Warga SBR 7 Lakukan Aksi Pernyataan Sikap Tolak Masuk Wilayah Kubu Raya, Ancam Golput di Pemilu 2024

KalbarOnline, Pontianak – Polemik batas wilayah antara Kota Pontianak dengan Kabupaten Kubu Raya masih bergejolak. Kisruh ini muncul setelah terbitnya Peraturan Menteri Dalam Negeri (Permendagri) Nomor 52 Tahun 2020 yang menetapkan batas wilayah di sejumlah titik.

Salah satunya adalah sebagian wilayah di Komplek Star Borneo Residence (SBR) 7, Kelurahan Saigon, Kecamatan Pontianak Timur yang ditetapkan dalam wilayah Kabupaten Kubu Raya. Dampaknya, sebagian warga di komplek tersebut masuk dalam Daftar Pemilih Tetap (DPT) di Kabupaten Kubu Raya.

IKLANSUMPAHPEMUDA

Menanggapi keputusan itu, puluhan warga RW 023 Komplek SBR 7 melakukan aksi memasang baliho pernyataan sikap di depan gerbang komplek itu, Minggu (12/03/2023). Baliho berwarna putih bertuliskan “Pernyataan Sikap, Kami Warga SBR 7 RW 23 Menolak Dengan Tegas Jika Sebagian Komplek Kami Masuk Dalam Wilayah Kabupaten Kubu Raya Sebagaimana Permendagri Nomor 52 Tahun 2020 dan Kami Siap Untuk Tidak Ikut Berpartisipasi Dalam Pemilu 2024”, dibacakan langsung oleh Ketua RW 023 Jamaludin M Yasin.

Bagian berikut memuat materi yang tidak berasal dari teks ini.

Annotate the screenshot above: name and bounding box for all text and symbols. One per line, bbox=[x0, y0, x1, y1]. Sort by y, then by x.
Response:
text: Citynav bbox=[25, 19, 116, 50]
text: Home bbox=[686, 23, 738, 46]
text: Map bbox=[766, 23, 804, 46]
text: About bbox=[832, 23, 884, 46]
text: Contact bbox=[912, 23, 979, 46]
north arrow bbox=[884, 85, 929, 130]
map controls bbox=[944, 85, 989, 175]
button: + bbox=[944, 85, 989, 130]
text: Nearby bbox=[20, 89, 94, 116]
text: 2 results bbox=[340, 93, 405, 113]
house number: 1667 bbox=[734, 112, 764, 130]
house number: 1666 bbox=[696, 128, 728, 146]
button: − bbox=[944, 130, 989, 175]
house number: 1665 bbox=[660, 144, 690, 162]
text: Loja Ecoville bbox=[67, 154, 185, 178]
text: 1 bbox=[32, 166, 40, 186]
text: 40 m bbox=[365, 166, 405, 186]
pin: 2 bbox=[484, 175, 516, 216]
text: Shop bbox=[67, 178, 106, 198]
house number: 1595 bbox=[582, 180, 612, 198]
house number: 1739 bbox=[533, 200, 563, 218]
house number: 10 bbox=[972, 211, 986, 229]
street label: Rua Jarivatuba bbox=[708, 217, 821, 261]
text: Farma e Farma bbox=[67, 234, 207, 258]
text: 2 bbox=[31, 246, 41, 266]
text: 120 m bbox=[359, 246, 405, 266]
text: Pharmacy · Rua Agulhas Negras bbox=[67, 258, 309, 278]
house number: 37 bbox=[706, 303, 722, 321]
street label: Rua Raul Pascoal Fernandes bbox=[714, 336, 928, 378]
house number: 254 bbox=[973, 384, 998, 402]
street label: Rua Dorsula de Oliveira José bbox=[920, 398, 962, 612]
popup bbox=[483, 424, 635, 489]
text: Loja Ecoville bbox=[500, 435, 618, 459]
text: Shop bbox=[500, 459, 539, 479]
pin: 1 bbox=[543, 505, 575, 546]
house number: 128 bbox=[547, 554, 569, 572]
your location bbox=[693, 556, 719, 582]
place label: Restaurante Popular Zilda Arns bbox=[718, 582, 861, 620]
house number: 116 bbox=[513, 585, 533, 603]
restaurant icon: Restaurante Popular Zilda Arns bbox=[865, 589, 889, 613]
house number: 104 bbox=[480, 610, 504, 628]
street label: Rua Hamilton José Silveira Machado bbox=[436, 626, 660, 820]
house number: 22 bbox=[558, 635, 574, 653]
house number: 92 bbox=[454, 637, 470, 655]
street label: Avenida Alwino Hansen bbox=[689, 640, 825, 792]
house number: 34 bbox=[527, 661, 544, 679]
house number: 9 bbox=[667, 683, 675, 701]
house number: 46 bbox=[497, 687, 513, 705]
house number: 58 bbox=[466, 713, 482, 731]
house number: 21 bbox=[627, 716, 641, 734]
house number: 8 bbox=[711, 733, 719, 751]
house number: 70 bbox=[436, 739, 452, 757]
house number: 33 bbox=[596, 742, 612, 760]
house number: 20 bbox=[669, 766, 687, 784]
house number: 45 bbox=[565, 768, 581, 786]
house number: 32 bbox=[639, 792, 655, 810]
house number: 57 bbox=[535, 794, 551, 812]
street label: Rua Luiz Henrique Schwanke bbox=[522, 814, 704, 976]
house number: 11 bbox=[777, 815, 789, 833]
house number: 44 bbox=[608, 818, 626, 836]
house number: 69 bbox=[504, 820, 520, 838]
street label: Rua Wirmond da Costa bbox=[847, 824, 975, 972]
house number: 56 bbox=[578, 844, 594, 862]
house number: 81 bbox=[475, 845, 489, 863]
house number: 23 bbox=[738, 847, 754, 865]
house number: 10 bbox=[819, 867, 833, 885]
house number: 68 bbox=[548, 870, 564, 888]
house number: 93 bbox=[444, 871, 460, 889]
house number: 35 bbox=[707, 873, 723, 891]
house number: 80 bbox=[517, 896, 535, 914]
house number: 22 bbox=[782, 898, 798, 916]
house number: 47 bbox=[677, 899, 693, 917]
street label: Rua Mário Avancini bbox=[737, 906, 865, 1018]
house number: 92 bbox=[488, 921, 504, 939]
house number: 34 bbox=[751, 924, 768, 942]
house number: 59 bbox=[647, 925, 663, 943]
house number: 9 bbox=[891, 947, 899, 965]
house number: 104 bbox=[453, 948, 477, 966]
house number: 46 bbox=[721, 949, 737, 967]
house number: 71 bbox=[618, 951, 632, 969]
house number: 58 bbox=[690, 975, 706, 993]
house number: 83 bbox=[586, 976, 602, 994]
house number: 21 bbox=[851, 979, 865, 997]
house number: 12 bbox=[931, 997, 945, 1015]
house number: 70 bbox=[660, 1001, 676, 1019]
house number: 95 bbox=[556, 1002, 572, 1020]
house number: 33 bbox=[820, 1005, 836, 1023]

Jamaludin M Yasin mengatakan, bahwa warga yang mengikuti aksi ini tidak hanya RT 03, tetapi juga RT 01,02 dan 04 di bawah naungan RW 023.

“Pernyataan sikap ini bahwa kami menolak tegas jika RT 03 yang berada di Komplek SBR 7 ditetapkan dalam wilayah Kubu Raya karena sejak awal menempati komplek ini, seluruh data kependudukan hingga sertifikat tanah bahkan Pajak Bumi dan Bangunan (PBB) tercatat dalam wilayah Kota Pontianak,” tegasnya.

Kemudian, lanjutnya lagi, apabila RT 03 Komplek SBR 7 tetap masuk dalam DPT Kabupaten Kubu Raya, maka pihaknya bersepakat tidak akan berpartisipasi dalam Pemilu 2024 mendatang.

“Karena selama Pemilu berlangsung sebelumnya, kami melakukan pencoblosan di wilayah Kota Pontianak,” ucap Jamaludin.

Ia menyebut, jumlah warga yang terdampak akibat dikeluarkannya Permendagri Nomor 52/2020 dan ditetapkan dalam DPT Kubu Raya sebanyak 185 pemilih. Sedangkan jumlah keseluruhan warga di RW 023 sebanyak 800 lebih.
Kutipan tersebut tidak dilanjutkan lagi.